Double Whammy Antibody Draws T Cells to Cancerous Tumors
T cell-engaging bispecific antibodies (biAbs) pose a promising approach for cancer immunotherapy, and many bispecific formats are created for retargeting cytolytic T cells toward tumor cells.
To explore the therapeutic utility of T cell-engaging biAbs targeting the receptor tyrosine kinase ROR1, that can be expressed by tumor cells of different hematologic and solid malignancies, scientists at the The Scripps Research Institute in Florida have now undertaken a new investigation.
At the laboratory of biochemist and immunologist Christoph Rader, PhD, associate professor at The Scripps Research Institute at Florida, scientists have engineered a new kind of anti inflammatory antibody, one meant to improve character’s cancer-fighting strategies by bringing killer T cells directly into cancer cells coated with a distinguishing protein.

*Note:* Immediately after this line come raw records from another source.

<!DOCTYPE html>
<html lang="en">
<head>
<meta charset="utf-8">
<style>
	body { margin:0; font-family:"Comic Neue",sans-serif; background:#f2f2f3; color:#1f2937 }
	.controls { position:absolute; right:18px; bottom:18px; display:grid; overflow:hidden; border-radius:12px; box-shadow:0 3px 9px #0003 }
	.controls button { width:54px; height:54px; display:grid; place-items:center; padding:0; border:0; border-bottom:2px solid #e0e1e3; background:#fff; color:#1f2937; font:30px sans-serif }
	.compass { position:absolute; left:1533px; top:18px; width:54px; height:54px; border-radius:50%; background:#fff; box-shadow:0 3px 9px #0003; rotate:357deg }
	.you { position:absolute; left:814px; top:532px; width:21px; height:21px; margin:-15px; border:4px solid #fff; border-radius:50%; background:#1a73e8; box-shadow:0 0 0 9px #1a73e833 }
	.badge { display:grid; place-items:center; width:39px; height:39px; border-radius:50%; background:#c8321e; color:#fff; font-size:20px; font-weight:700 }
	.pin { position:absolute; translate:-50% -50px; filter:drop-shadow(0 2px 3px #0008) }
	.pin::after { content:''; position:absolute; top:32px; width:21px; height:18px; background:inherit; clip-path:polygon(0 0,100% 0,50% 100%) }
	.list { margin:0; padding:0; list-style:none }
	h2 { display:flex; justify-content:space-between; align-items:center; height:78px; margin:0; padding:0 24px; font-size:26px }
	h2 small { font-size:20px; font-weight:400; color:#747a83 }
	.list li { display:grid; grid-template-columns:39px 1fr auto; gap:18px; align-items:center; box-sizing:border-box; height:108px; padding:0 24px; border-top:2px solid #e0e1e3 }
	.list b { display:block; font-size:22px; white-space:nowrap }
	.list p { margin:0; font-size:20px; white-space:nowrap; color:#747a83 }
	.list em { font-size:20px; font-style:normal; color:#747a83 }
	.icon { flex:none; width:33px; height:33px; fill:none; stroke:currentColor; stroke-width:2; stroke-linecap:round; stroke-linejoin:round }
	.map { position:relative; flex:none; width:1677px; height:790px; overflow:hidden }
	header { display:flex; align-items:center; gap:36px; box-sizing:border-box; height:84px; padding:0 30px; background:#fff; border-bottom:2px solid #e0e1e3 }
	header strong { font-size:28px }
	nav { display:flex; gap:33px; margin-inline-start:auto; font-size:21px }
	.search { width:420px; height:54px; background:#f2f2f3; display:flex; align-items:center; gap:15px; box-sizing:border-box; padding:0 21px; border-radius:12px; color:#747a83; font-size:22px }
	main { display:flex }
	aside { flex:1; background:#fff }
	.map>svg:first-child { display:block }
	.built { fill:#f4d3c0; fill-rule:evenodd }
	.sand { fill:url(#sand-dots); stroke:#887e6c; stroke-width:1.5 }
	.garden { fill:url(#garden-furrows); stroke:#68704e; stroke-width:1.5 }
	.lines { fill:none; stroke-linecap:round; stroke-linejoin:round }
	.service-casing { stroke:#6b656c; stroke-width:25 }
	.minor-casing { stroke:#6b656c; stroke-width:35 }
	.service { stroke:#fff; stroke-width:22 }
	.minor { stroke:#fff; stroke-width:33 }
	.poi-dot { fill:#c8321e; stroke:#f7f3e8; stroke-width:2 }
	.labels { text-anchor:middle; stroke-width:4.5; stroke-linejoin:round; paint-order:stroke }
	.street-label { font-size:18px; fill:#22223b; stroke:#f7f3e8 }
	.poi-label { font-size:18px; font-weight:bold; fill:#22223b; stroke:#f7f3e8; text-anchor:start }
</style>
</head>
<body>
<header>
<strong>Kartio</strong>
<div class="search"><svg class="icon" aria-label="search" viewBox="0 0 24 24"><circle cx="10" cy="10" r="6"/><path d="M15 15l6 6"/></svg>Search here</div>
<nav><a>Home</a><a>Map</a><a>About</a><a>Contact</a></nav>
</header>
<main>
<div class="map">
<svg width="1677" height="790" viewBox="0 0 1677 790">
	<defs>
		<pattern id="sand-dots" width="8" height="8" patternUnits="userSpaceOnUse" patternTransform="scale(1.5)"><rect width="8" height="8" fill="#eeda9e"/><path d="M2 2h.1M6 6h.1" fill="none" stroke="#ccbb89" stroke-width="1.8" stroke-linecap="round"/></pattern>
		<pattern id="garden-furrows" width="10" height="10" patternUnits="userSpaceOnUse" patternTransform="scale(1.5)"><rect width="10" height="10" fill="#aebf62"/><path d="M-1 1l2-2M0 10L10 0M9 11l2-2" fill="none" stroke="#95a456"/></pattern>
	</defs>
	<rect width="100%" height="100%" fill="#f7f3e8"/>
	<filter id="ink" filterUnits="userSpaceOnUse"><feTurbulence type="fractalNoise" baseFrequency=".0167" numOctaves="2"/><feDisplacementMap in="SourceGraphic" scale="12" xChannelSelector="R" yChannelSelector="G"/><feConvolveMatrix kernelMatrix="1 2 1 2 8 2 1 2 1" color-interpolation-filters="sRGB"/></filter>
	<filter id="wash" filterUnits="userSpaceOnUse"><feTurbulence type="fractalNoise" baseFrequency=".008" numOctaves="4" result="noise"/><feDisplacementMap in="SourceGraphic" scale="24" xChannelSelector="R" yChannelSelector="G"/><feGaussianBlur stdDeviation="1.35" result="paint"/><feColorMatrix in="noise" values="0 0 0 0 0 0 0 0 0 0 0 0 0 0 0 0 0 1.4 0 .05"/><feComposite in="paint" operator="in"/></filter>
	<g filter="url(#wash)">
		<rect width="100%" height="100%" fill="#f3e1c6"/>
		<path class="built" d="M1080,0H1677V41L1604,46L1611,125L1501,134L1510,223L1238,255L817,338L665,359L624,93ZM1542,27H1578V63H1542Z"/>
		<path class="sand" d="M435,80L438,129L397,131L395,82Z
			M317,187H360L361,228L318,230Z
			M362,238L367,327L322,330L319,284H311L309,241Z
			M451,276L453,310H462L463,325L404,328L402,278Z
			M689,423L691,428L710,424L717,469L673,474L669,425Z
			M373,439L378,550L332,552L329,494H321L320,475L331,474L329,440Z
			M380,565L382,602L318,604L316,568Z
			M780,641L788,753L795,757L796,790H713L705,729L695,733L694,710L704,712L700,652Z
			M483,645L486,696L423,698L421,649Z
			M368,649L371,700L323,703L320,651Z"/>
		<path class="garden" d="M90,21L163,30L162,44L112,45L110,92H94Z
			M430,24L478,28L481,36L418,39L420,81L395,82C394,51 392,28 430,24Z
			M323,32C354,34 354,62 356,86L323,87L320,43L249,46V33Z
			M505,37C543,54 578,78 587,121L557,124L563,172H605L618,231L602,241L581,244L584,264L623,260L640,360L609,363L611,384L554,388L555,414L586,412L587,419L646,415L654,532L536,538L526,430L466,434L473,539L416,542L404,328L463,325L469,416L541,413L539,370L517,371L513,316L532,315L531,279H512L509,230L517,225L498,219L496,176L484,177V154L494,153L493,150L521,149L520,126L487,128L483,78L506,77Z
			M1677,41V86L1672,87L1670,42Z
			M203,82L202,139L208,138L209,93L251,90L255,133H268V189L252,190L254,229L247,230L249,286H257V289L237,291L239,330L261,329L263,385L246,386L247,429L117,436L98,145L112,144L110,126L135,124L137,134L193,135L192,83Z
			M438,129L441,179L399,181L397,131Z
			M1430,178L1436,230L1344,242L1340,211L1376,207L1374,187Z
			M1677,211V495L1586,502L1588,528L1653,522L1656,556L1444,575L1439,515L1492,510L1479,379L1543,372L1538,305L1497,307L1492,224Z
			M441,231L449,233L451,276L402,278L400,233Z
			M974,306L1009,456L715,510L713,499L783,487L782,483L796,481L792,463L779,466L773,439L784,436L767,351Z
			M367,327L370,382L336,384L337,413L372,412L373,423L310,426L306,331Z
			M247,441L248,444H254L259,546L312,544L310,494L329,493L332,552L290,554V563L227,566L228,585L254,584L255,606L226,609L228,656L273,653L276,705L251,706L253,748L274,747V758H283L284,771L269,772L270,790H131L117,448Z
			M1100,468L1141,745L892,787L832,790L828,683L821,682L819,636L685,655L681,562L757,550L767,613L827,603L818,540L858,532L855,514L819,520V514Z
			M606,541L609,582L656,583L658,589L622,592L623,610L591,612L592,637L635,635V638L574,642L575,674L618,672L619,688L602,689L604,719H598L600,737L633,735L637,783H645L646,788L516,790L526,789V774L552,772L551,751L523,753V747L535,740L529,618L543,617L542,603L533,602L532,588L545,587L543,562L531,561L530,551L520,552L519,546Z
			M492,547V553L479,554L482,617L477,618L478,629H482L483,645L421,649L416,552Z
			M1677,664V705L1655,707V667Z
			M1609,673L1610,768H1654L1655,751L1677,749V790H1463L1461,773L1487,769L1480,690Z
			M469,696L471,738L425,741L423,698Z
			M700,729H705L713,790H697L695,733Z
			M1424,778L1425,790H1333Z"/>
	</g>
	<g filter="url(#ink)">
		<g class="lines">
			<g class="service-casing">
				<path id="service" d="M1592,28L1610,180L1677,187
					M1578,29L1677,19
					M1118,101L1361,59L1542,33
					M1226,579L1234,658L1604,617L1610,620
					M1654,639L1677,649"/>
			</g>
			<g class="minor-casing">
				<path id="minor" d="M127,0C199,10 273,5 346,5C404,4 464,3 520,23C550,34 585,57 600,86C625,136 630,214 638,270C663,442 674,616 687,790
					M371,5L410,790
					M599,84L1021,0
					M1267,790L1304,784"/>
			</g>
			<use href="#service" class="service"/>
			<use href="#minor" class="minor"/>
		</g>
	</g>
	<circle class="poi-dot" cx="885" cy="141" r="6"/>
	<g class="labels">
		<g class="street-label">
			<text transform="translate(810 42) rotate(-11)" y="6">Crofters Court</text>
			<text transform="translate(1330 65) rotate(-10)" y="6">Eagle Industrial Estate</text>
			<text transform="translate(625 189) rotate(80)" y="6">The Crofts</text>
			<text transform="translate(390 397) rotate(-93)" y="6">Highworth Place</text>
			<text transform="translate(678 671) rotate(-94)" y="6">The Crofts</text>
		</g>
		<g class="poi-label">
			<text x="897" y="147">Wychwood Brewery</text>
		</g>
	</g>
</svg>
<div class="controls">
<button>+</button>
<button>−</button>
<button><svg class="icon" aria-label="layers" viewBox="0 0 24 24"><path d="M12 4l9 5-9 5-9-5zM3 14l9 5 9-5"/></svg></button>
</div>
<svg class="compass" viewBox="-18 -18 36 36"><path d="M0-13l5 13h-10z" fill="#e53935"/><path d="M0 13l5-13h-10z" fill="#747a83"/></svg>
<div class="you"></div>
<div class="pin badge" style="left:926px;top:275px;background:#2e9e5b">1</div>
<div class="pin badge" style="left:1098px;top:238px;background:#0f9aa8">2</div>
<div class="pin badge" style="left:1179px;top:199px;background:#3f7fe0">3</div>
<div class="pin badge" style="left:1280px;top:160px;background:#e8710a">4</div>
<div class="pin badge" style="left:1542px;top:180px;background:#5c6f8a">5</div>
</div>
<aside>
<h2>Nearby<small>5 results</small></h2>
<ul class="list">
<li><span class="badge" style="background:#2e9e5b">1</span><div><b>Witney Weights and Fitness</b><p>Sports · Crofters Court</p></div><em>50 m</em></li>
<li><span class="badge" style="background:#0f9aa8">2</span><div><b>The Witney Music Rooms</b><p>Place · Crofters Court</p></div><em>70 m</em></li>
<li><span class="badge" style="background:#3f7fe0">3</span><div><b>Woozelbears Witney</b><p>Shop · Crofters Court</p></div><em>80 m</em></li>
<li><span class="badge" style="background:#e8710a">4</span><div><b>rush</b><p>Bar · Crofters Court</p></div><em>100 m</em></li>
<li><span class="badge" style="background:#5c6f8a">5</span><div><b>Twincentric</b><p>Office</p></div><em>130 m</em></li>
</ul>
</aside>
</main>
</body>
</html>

Dubbed”T-cell engaging bi-specific antibodies,” those cancer combatants attack cancerous cells but leave healthy cells unaffected. That is thanks to their particular targeting system, which zeroes in on a protein found in the face of various kinds of cancer cells known as ROR1, and thanks to their ability for binding together with T cells, the huge guns of their immune system.
“Once the T cells are recruited and activated, they release cytotoxic molecules that penetrate the target cells and kill them
,” Rader says. “Natural antibodies can’t do this. You have to engineer them in a bi-specific fashion to do this.”“If you look at ROR1 expression in breast cancer, you see that the patients who are HER2 negative are often ROR1 positive,” Rader says. “These breast cancer patients might benefit.”
Antibodies are proteins produced from white blood cells to strike certain goals like viruses, cancers and bacteria. A bi-specific antibody is a Y-shaped immune variable designed to bind with a particular disease goal, and to bring killer T cells, a sort of white blood cell that destroys infected or harmful cells.
ROR1 is a great goal for a clever cancer-fighting system, Rader says, as it’s found only in older cells that are cancerous. Rader first found ROR1’s action in leukemia a decade ago while working in the National Cancer Institute.
“ROR1 is expressed during embryogenesis, and then it is tightly down-regulated after birth. It later reappears in both blood cancers and solid malignancies,” Rader says. It has been found on malignant cells including lung, breast, ovarian and blood-based cancers, Rader says. “One of the most unique aspects of this bi-specific antibody is that it can work in so many different cancer indications,” Rader says.